Scene Graph as Pivoting: Inference-time Image-free Unsupervised Multimodal Machine Translation with Visual Scene Hallucination
This addresses a more realistic setup for multimodal translation where images are unavailable at test time, which is incremental as it builds on existing unsupervised methods but adapts them to a new inference scenario.
The paper tackles the problem of unsupervised multimodal machine translation without images at inference time by using scene graphs to represent images and texts, and introduces a visual scene hallucination mechanism to generate pseudo visual scene graphs from text. The method outperforms the best baseline by significant BLEU scores on the Multi30K dataset, producing translations with better completeness, relevance, and fluency.

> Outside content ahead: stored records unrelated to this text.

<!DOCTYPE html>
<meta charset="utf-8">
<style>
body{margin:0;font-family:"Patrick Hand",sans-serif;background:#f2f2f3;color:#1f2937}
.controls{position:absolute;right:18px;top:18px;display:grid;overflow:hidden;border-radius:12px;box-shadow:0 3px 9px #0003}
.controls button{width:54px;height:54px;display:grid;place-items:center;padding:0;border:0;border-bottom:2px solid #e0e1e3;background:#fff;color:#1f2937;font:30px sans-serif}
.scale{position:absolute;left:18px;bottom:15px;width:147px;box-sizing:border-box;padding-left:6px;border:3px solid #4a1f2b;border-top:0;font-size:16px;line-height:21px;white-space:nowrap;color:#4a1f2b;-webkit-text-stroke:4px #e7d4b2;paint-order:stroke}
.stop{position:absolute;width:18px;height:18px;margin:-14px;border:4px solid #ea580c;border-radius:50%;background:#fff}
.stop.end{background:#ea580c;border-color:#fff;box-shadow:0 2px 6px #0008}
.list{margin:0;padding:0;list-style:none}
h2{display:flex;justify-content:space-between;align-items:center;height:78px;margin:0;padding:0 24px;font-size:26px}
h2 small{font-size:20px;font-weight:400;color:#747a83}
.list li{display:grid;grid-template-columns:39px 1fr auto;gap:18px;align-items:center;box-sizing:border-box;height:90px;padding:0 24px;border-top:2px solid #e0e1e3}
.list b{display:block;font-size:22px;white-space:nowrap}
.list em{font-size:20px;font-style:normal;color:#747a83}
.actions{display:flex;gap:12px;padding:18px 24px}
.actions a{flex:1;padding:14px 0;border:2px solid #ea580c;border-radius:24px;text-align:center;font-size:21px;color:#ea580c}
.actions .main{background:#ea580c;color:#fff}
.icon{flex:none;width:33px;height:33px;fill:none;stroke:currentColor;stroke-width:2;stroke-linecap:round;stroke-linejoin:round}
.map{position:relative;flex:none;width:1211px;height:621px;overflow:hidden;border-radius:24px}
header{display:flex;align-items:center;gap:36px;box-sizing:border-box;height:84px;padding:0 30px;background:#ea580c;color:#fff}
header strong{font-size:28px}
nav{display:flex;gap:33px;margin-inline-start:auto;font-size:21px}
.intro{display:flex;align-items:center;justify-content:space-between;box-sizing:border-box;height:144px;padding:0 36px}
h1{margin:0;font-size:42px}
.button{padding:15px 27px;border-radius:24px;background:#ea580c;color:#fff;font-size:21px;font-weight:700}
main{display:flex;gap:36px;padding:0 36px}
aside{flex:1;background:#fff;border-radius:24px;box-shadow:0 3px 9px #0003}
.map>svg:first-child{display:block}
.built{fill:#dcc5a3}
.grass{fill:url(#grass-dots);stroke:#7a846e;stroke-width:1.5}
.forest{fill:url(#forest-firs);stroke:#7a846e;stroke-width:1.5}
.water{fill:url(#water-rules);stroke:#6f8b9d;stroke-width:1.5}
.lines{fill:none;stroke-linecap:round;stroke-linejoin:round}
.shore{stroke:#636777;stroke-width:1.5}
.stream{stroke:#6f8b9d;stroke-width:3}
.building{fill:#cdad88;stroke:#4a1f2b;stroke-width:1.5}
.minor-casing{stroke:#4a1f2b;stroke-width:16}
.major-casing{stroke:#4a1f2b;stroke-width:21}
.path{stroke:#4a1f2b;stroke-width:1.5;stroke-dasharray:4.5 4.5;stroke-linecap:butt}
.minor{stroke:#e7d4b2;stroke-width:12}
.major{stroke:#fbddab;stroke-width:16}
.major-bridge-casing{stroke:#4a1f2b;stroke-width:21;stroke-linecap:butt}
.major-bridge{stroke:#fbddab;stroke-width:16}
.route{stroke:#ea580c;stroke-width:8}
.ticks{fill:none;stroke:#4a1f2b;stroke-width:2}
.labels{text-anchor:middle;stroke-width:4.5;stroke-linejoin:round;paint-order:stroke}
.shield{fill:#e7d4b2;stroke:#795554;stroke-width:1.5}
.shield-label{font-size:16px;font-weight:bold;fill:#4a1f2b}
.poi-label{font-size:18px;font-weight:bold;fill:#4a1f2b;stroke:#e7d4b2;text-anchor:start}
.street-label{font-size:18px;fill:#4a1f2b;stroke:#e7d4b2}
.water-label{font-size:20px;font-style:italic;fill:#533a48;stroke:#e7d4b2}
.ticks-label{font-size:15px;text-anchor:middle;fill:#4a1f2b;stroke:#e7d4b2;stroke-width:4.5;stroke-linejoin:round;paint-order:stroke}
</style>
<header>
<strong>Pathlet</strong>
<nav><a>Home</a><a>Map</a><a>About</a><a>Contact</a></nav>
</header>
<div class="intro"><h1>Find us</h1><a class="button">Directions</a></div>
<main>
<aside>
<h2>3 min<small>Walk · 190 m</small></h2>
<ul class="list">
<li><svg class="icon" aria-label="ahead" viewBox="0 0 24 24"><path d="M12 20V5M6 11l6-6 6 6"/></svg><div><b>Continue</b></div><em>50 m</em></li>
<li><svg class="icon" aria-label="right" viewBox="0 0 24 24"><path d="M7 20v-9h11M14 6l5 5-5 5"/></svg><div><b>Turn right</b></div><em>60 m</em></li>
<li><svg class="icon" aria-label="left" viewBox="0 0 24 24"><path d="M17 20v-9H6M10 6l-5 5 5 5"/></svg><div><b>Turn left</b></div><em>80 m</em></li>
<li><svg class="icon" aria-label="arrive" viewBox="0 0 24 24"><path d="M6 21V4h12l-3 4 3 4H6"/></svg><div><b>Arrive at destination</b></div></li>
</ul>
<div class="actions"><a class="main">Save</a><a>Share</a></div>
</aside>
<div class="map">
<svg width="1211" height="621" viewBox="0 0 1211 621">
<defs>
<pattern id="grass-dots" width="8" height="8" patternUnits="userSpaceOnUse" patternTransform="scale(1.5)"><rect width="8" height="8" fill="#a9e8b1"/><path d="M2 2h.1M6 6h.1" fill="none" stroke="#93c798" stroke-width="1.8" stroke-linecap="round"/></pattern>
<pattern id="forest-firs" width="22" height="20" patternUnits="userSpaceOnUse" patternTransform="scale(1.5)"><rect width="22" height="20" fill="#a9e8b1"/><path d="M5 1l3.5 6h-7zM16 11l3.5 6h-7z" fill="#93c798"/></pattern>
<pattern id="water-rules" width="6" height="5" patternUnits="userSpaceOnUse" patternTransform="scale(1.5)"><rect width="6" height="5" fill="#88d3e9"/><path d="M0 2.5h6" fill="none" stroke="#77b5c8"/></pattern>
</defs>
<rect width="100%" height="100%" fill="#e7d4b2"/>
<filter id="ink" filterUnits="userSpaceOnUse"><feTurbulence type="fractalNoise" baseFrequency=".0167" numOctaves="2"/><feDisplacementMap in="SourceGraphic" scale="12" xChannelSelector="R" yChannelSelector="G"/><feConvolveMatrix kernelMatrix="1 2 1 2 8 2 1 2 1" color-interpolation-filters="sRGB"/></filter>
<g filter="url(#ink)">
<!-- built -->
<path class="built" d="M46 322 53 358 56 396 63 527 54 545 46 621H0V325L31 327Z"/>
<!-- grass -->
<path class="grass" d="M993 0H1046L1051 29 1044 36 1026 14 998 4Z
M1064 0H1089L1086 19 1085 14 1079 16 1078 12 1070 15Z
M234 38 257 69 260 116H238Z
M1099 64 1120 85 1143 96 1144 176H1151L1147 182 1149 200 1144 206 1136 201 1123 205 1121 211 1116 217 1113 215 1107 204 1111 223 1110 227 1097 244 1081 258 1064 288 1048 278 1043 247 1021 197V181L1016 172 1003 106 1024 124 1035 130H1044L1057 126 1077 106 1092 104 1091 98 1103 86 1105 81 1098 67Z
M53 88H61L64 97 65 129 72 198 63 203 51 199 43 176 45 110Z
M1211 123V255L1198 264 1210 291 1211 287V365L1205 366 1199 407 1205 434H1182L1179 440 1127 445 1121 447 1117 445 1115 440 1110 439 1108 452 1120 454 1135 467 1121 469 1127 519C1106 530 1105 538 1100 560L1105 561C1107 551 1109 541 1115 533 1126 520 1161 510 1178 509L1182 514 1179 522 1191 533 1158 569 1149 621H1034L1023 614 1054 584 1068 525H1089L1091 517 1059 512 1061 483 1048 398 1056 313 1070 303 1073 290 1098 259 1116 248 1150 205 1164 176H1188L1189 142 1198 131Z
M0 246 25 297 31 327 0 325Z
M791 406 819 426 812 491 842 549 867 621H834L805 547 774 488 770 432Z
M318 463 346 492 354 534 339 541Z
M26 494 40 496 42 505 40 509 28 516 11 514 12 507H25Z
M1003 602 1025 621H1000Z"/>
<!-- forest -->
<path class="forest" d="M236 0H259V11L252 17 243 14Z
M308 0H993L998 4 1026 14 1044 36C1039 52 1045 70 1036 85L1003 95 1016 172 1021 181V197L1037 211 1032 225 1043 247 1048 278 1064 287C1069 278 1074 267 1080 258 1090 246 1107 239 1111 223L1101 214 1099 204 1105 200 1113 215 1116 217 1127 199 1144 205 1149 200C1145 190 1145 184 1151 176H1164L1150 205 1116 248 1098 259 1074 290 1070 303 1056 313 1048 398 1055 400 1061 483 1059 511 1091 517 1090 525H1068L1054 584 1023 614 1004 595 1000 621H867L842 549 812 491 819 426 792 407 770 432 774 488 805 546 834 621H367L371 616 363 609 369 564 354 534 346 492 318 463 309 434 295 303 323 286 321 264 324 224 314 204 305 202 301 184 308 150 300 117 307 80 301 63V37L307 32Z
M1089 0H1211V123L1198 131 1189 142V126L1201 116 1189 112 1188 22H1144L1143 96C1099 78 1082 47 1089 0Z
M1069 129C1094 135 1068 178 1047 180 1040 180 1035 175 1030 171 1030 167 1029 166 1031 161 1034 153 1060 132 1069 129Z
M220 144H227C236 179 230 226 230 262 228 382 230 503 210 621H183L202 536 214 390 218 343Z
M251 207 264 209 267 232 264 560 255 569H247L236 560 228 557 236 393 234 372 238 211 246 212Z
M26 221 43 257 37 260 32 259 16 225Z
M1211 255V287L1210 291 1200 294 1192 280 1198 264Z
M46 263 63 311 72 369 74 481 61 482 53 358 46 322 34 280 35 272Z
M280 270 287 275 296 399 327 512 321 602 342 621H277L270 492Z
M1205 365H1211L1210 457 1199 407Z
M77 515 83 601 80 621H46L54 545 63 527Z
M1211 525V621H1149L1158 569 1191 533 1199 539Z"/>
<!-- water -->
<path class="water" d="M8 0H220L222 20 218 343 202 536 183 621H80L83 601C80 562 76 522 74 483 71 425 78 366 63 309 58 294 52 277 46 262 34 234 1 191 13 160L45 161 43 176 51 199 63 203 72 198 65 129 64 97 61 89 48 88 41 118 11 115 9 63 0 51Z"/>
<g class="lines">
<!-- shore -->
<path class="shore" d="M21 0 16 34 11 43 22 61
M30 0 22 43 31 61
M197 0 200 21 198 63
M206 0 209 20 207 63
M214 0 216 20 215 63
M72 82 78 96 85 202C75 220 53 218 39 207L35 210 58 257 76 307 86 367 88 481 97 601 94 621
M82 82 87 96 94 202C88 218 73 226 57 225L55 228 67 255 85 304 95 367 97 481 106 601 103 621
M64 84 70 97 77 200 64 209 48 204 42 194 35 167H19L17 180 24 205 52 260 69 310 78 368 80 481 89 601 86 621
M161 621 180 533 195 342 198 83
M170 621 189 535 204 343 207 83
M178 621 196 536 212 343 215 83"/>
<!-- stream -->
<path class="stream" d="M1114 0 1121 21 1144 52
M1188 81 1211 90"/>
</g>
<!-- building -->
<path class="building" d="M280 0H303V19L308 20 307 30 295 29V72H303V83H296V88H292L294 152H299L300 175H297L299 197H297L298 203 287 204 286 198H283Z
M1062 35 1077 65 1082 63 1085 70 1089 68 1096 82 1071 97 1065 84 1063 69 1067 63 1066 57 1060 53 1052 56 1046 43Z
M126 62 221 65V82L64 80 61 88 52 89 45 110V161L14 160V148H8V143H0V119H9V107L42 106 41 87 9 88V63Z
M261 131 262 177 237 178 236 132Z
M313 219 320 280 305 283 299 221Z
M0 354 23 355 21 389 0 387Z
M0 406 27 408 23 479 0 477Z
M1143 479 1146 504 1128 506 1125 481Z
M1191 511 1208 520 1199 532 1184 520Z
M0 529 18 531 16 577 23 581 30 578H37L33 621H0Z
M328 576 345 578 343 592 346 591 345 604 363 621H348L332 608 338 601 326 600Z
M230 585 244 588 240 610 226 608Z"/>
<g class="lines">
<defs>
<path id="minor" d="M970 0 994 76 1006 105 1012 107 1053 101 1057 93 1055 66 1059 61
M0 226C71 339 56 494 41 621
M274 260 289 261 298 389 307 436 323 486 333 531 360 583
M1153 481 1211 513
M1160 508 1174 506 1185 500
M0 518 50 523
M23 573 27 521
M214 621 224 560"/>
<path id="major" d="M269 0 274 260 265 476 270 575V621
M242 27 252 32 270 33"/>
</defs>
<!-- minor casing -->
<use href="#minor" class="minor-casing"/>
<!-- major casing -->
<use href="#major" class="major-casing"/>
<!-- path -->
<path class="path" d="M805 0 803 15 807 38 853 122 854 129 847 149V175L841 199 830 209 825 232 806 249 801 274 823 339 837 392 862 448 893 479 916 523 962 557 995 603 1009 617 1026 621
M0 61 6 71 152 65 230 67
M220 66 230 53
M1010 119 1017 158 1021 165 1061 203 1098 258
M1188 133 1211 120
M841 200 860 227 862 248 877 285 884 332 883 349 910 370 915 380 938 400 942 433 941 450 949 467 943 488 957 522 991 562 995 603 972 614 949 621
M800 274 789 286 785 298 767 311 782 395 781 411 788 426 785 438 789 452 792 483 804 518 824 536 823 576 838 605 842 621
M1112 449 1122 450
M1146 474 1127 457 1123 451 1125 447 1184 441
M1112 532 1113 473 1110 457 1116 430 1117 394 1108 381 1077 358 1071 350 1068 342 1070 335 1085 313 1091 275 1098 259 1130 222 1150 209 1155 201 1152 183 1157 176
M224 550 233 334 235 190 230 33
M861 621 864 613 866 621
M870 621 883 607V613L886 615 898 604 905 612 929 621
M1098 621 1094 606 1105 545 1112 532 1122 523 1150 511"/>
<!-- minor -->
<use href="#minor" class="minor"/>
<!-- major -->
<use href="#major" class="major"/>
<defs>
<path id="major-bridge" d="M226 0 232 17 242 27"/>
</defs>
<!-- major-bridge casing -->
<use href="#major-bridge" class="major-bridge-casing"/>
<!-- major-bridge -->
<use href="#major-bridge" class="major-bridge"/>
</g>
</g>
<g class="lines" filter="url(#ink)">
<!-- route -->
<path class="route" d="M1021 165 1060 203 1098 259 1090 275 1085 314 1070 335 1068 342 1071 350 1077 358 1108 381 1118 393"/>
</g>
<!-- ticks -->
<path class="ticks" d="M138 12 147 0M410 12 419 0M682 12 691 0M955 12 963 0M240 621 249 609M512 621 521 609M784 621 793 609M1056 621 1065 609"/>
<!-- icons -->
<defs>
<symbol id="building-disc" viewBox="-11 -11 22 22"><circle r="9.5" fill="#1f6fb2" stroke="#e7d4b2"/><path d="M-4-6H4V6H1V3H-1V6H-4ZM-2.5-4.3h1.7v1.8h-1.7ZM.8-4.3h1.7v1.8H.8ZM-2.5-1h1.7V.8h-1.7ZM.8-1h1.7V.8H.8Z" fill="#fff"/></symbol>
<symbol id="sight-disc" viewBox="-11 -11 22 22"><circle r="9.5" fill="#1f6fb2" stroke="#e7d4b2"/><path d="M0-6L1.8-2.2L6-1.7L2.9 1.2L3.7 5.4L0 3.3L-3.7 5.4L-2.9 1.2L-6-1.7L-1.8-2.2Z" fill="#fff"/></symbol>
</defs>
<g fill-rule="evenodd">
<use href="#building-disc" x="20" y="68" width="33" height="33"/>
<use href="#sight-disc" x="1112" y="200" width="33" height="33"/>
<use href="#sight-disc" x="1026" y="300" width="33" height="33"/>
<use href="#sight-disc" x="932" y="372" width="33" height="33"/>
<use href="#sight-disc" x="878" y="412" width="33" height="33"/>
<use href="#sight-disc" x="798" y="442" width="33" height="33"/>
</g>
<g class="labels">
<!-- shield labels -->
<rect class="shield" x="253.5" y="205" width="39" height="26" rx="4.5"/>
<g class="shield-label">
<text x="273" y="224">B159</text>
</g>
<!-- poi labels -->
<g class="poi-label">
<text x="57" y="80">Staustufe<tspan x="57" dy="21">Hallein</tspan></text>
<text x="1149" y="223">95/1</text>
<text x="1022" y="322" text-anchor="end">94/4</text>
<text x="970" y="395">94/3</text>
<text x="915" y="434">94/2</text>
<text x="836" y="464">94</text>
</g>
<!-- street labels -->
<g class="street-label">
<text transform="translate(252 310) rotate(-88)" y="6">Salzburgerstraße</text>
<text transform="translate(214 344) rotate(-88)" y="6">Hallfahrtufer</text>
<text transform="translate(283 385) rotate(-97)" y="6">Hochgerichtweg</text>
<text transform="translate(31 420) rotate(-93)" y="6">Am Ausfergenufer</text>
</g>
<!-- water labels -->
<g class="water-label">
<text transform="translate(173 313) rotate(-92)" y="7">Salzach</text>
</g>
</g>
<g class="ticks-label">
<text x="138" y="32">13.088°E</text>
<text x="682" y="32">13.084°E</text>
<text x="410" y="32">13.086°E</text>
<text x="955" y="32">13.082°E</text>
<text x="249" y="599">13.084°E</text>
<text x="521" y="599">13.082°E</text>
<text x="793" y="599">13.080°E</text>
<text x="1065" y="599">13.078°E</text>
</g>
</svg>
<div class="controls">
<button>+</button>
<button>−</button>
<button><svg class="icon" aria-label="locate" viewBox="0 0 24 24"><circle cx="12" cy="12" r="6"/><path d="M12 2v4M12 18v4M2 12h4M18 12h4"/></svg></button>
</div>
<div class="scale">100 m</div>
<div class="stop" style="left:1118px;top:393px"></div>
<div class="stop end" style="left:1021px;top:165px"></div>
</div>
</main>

In this work, we investigate a more realistic unsupervised multimodal machine translation (UMMT) setup, inference-time image-free UMMT, where the model is trained with source-text image pairs, and tested with only source-text inputs. First, we represent the input images and texts with the visual and language scene graphs (SG), where such fine-grained vision-language features ensure a holistic understanding of the semantics. To enable pure-text input during inference, we devise a visual scene hallucination mechanism that dynamically generates pseudo visual SG from the given textual SG. Several SG-pivoting based learning objectives are introduced for unsupervised translation training. On the benchmark Multi30K data, our SG-based method outperforms the best-performing baseline by significant BLEU scores on the task and setup, helping yield translations with better completeness, relevance and fluency without relying on paired images. Further in-depth analyses reveal how our model advances in the task setting.